OUR concerns about the postcode lottery over cancer drugs are well documented.

We believe it is fundamentally wrong that one patient should be given a drug because they happen to live on one side of a geographical boundary, while another is denied the same treatment because they live on the other.

And whatever our economic difficulties, it is also wrong that Britain has for so long lagged behind other European countries in giving patients access to life-extending drugs.

Yesterday’s announcement that the Government is to make a £50m fund available for cancer treatments is a step forward.

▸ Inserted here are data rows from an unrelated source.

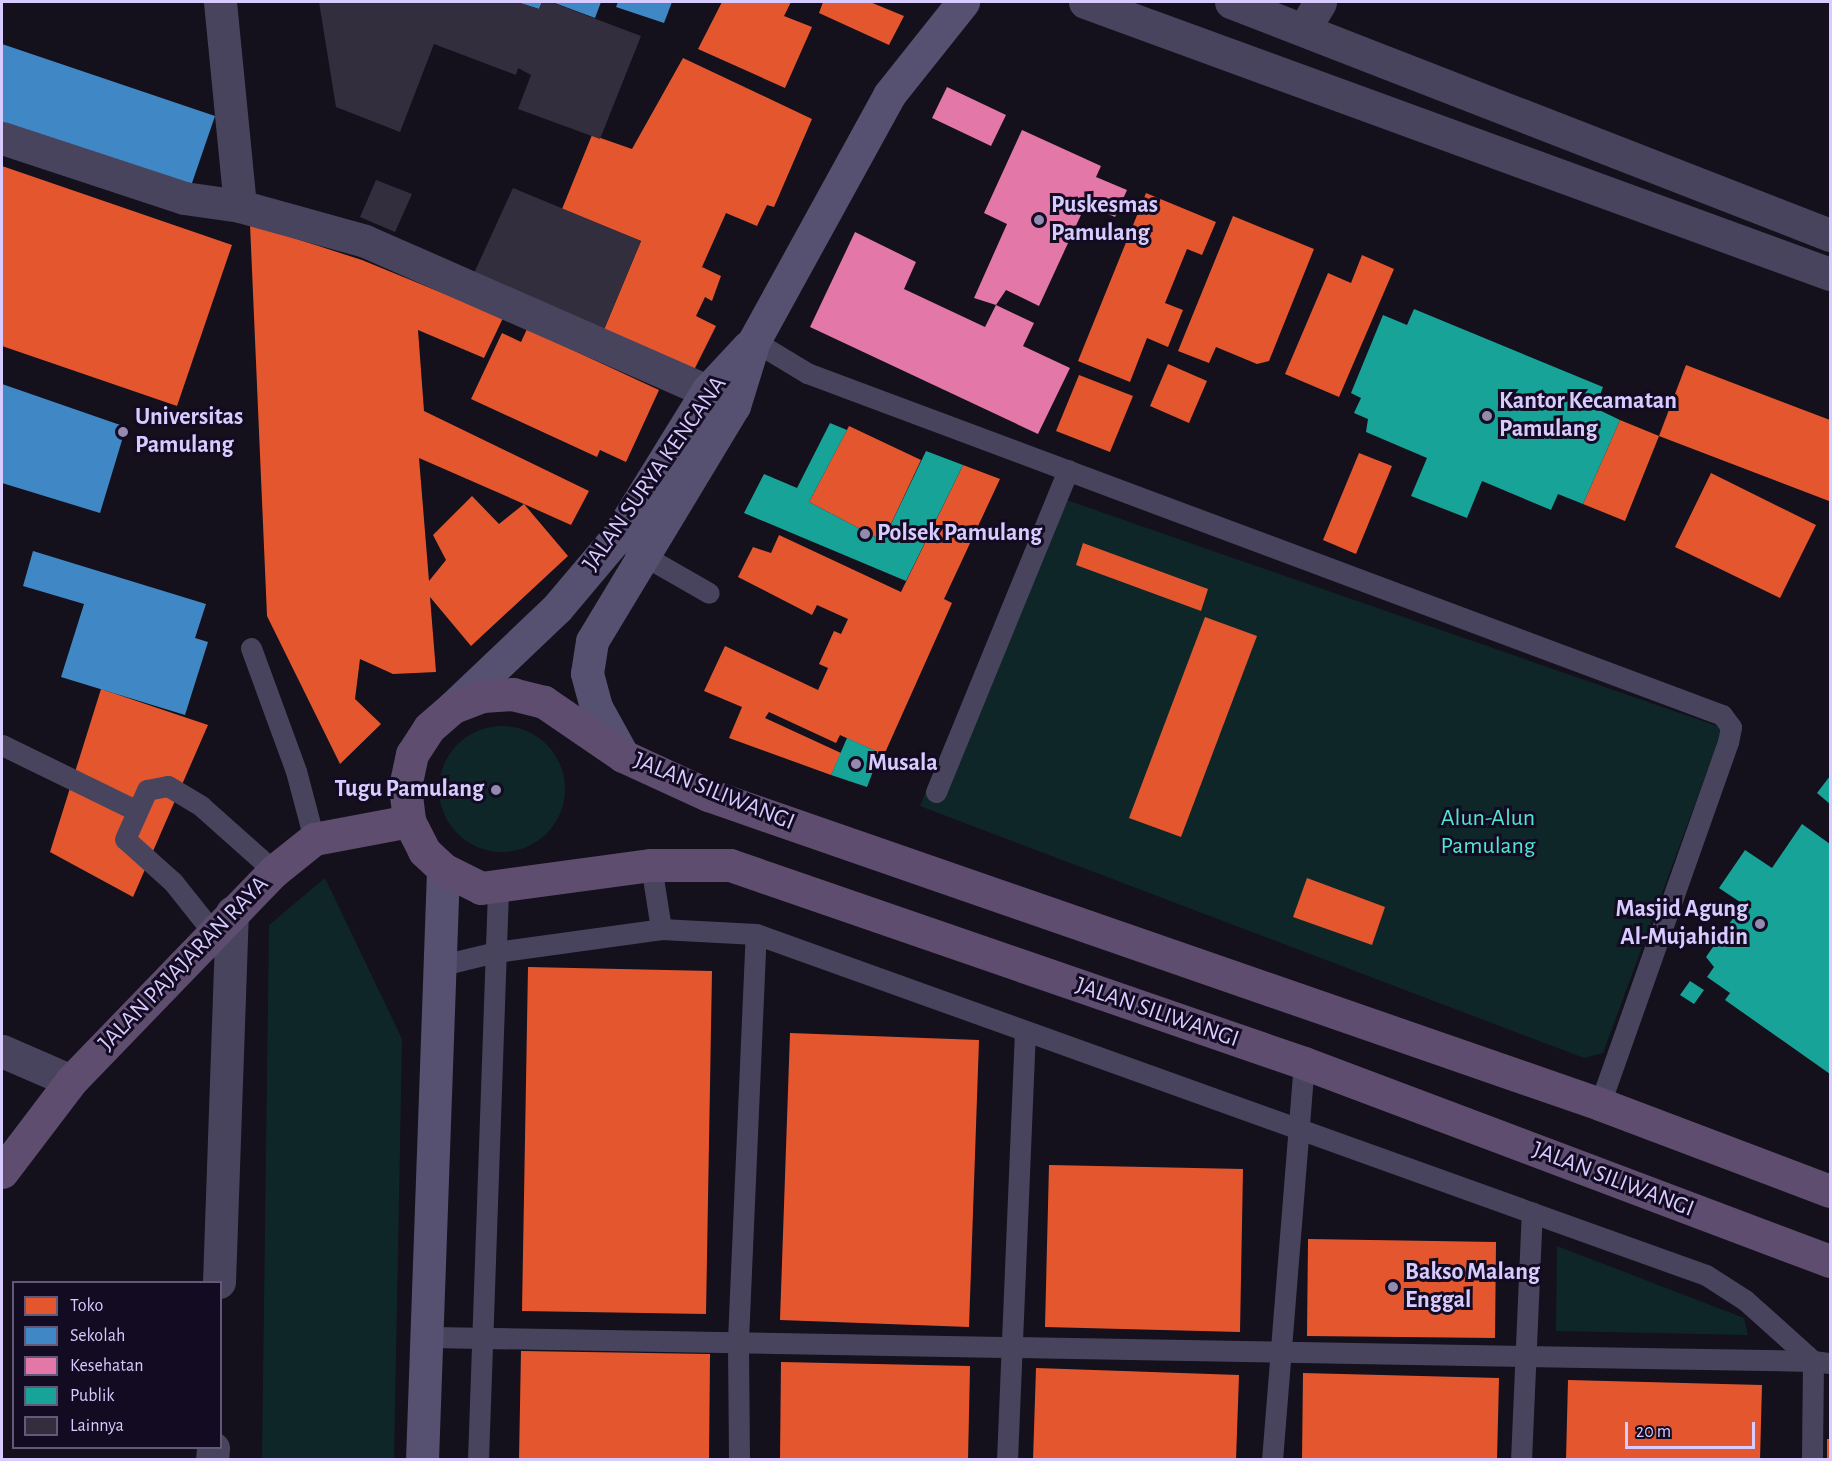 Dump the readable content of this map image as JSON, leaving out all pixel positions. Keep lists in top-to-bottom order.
{
  "streets": {
    "main road": ["JALAN SURYA KENCANA", "JALAN SILIWANGI", "JALAN PAJAJARAN RAYA"]
  },
  "crossings": [
    ["JALAN SURYA KENCANA", "JALAN SILIWANGI"],
    ["JALAN SILIWANGI", "JALAN PAJAJARAN RAYA"]
  ],
  "parks": ["Alun-Alun Pamulang"],
  "places": [
    "Puskesmas Pamulang",
    "Kantor Kecamatan Pamulang",
    "Universitas Pamulang",
    "Polsek Pamulang",
    "Musala",
    "Tugu Pamulang",
    "Masjid Agung Al-Mujahidin",
    "Bakso Malang Enggal"
  ],
  "legend": [
    "Toko",
    "Sekolah",
    "Kesehatan",
    "Publik",
    "Lainnya"
  ],
  "scale_bar": "20 m"
}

It will mean that some dying patients will get medicines which had previously been rejected by the NHS as being too expensive.

But big questions remain about the size and management of the fund.

With cancer drugs being so expensive, £50m will not go far and the Tories’ pre-election pledge that the pot would be £200m is now described as an “aspirational” figure.

And it is unclear who will have the final say on the spending of the fund.

Will it be regional clusters of doctors managing their own budgets, or the National Institute for Health and Clinical Excellence (Nice)?

Are we heading for a situation where a patient belonging to one group of doctors gets a drug, while another patient being treated by a neighbouring group is turned down?

We welcome the additional funding being made available to address some of the heartbreaking decisions being made. But we remain concerned that a health service, which is supposed to be ‘national’, is in danger of becoming more and more fragmented.